We initially blamed the lack of words on the change in languages (we got him when he was ten months old). But as time went on, we suspected the problem was more complex. It didn’t seem to be learning disability as he is very clever and bright. I thought about autism for a bit, but that was quickly ruled out. It turns out he just can’t hear very well (which also explains the decibel levels he reaches in anger).

After many tests and doctors (the first of whom said the loss was severe), we now know for sure that he has a mild-to-moderate hearing loss in both ears. And on Wednesday he received his hearing aids.

He did great the first day, but since then he doesn’t want to wear them for very long. It’ll be quite an adjustment, but his doctor assures us that once he realizes that he can hear better with them, he’ll want to wear them.

His near future holds speech therapy and when he turns three, a special preschool to help him catchup developmentally. But he’ll be fine and once he does get caught-up, I think he’ll quickly get ahead. Of course, I’m a biased dad!

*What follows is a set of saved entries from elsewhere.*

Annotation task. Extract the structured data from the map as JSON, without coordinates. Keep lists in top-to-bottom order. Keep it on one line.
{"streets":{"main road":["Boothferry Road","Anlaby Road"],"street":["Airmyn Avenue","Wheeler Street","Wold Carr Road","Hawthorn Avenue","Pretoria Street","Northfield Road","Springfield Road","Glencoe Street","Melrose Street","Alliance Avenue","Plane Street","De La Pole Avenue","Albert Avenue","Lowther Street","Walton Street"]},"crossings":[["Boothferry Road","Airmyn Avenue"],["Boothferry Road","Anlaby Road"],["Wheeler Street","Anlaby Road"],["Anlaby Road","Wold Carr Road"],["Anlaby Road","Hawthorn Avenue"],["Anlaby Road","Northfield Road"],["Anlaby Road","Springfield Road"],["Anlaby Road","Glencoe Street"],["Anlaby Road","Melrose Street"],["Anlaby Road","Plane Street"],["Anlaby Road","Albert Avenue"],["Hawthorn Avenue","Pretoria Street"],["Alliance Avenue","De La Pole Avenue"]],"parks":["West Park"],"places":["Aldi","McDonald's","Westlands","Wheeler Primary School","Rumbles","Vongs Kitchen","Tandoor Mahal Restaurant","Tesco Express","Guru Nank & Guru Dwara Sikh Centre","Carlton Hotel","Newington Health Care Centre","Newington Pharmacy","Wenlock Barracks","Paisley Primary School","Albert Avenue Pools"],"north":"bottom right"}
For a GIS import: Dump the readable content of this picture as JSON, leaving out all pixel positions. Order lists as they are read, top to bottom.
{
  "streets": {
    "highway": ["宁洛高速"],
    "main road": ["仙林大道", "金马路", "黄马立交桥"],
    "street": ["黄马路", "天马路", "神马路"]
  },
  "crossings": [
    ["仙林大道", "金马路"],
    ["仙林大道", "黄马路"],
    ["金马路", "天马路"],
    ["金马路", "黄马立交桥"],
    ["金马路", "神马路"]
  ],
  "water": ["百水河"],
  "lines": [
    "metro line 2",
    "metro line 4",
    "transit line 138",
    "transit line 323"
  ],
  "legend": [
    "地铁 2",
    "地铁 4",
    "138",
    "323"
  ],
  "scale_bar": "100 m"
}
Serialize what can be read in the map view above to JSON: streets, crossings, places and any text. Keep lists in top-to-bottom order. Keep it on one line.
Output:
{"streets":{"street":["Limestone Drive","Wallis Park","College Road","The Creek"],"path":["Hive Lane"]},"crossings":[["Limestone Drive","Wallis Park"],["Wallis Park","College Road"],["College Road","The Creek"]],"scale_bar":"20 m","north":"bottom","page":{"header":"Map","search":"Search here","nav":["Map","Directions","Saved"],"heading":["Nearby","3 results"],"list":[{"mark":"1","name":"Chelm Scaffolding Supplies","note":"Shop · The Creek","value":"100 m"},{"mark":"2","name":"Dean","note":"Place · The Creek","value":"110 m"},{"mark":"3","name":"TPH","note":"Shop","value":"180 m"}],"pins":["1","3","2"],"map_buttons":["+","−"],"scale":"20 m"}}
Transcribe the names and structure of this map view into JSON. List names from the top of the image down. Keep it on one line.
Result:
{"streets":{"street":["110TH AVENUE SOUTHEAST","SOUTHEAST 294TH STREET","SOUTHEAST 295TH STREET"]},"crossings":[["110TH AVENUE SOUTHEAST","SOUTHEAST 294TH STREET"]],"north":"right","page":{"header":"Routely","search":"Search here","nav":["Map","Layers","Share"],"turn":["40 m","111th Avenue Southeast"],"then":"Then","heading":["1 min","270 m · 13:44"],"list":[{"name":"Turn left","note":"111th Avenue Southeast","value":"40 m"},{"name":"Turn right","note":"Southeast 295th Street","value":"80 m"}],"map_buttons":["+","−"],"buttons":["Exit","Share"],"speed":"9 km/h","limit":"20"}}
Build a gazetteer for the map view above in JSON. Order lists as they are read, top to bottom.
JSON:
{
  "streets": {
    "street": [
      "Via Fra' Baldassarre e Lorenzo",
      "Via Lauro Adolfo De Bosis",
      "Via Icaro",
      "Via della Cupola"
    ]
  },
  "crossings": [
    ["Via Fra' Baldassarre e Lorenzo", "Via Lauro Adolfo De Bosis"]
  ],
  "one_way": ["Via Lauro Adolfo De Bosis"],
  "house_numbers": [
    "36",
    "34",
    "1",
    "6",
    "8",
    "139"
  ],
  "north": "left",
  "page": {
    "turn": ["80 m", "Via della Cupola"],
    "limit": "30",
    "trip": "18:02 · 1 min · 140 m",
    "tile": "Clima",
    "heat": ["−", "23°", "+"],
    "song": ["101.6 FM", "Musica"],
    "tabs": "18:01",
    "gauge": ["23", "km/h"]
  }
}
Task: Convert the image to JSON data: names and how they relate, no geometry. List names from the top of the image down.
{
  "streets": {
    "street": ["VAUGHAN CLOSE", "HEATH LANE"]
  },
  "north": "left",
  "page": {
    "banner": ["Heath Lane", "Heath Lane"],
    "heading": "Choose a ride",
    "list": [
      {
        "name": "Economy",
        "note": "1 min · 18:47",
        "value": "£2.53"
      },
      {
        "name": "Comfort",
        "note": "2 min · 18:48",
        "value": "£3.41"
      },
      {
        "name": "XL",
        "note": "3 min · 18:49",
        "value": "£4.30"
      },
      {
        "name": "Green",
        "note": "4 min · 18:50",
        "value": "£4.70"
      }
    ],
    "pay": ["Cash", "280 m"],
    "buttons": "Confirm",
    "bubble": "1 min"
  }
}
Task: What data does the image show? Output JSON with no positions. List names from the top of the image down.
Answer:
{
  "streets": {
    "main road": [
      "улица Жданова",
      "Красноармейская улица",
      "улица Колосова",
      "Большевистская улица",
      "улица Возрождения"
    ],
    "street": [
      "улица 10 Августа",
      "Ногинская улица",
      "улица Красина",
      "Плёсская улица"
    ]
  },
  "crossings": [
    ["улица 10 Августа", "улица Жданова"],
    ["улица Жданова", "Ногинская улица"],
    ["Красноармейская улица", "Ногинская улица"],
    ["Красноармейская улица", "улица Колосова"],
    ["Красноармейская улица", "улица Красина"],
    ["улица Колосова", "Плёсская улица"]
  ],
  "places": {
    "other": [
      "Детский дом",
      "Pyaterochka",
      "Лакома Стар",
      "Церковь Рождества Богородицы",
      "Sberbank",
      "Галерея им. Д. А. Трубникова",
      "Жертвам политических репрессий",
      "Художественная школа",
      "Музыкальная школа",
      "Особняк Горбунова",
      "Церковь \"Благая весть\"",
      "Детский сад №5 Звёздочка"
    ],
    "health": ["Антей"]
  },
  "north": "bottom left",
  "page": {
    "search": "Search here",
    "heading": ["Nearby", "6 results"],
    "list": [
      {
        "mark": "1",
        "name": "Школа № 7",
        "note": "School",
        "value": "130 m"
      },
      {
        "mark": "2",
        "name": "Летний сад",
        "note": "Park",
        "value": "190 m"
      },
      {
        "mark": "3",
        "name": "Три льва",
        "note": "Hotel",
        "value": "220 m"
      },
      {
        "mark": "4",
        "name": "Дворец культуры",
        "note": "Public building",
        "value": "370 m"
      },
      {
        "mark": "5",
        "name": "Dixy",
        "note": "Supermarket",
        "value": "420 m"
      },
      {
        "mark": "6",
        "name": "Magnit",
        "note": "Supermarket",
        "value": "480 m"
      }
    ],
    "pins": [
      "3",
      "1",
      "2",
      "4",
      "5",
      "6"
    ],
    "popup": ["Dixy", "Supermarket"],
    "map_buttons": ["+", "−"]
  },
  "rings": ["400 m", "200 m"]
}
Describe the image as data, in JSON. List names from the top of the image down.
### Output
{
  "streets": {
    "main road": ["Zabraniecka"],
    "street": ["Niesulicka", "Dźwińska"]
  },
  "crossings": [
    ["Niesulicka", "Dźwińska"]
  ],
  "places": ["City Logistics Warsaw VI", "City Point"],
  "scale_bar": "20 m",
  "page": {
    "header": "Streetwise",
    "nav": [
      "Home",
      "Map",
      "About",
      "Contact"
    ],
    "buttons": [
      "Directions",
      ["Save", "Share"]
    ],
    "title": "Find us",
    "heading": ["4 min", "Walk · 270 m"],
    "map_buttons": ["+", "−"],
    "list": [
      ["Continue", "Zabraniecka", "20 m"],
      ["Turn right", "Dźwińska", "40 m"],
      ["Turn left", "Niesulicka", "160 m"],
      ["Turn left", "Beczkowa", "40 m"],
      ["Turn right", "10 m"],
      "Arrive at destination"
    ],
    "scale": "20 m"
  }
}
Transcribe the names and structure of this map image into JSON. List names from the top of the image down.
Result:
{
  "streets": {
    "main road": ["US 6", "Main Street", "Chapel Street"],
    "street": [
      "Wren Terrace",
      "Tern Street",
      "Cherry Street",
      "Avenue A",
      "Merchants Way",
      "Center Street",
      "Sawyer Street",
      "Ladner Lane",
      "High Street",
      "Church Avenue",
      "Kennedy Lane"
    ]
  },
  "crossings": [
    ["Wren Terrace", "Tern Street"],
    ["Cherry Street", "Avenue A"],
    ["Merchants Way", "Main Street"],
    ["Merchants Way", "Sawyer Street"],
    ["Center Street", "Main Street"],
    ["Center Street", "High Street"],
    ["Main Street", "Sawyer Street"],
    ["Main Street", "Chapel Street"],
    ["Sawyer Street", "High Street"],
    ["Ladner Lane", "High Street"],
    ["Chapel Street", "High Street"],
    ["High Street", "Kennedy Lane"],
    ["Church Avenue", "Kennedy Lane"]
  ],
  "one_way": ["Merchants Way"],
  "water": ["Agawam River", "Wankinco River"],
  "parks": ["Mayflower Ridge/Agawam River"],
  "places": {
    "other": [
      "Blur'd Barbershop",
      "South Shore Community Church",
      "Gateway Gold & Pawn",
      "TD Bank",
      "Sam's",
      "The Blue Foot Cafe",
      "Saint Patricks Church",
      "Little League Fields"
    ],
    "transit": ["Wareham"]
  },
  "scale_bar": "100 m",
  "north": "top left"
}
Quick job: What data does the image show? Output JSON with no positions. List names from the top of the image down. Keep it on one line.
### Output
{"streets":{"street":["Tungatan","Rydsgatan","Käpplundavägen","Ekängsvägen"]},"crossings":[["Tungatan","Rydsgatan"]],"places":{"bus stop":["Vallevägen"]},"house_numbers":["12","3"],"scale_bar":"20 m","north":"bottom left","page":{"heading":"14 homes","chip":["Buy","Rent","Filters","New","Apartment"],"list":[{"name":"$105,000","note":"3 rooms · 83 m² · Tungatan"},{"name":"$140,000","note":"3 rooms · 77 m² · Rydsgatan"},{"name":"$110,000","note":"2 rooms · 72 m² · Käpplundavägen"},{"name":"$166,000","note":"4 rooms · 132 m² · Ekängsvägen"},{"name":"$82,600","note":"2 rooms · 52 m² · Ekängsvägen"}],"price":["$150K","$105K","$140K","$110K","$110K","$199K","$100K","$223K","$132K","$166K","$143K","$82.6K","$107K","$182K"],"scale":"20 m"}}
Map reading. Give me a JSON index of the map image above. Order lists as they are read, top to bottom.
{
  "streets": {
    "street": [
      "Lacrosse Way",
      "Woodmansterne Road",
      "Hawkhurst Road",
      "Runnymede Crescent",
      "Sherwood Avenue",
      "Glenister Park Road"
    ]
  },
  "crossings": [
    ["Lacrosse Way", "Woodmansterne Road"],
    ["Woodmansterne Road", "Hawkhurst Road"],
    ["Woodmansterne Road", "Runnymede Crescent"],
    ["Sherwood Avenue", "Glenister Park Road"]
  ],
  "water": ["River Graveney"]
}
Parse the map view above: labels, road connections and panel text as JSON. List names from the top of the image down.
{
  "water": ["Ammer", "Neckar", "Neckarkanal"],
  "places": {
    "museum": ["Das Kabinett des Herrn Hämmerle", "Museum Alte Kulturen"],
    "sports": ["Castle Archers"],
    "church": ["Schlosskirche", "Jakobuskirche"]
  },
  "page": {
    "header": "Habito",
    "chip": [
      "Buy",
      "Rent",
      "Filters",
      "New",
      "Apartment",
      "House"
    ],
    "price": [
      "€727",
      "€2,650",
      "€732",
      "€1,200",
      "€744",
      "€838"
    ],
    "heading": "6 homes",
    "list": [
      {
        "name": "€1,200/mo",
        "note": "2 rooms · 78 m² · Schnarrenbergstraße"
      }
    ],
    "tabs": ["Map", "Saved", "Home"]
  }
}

So what caused this hearing loss? We jokingly say he caused it himself by being so loud (it really is hard to believe!). But the likely cause is either genetics or the severe fever he had when he was a month old in Taiwan. It could be a combination, but we don’t really know.

The good news is that we’re able to help him where his birth family may not have been able to. But it’s not cheap. Almost no medical insurance covers hearing aids, and ours doesn’t cover the testing. The original doctors recommended aids costing $4-5000+ dollars. The new doctors (who specialize in children), were able to cut that in half.

And for all those Dave Ramsey/FPU types out there, no we didn’t have to put it on a credit card! I was afraid that was my only option for a while, but between stopping the debt snowball and the price cut, we were able to make it. Prayer really works! And as an extra blessing, the day before the appointment we got a check in the mail from our bank saying we had overpaid our escrow and were getting a $300 refund.

We messed up in September and bought a van we shouldn’t have (because we borrowed money). I regret that now, and have vowed it would the last time I borrow money (except for a modest mortgage if we ever move). Taking care of my family may be the only other exception. But God found a way for us not to have to do that this time. I’m hopeful that we’ll get out of debt and build up our savings enough that I never break that vow.

If all goes well in 2007 we’ll be debt free! And with the hearing aids and help, big sister Anna will have some competition when it comes to non-stop talking!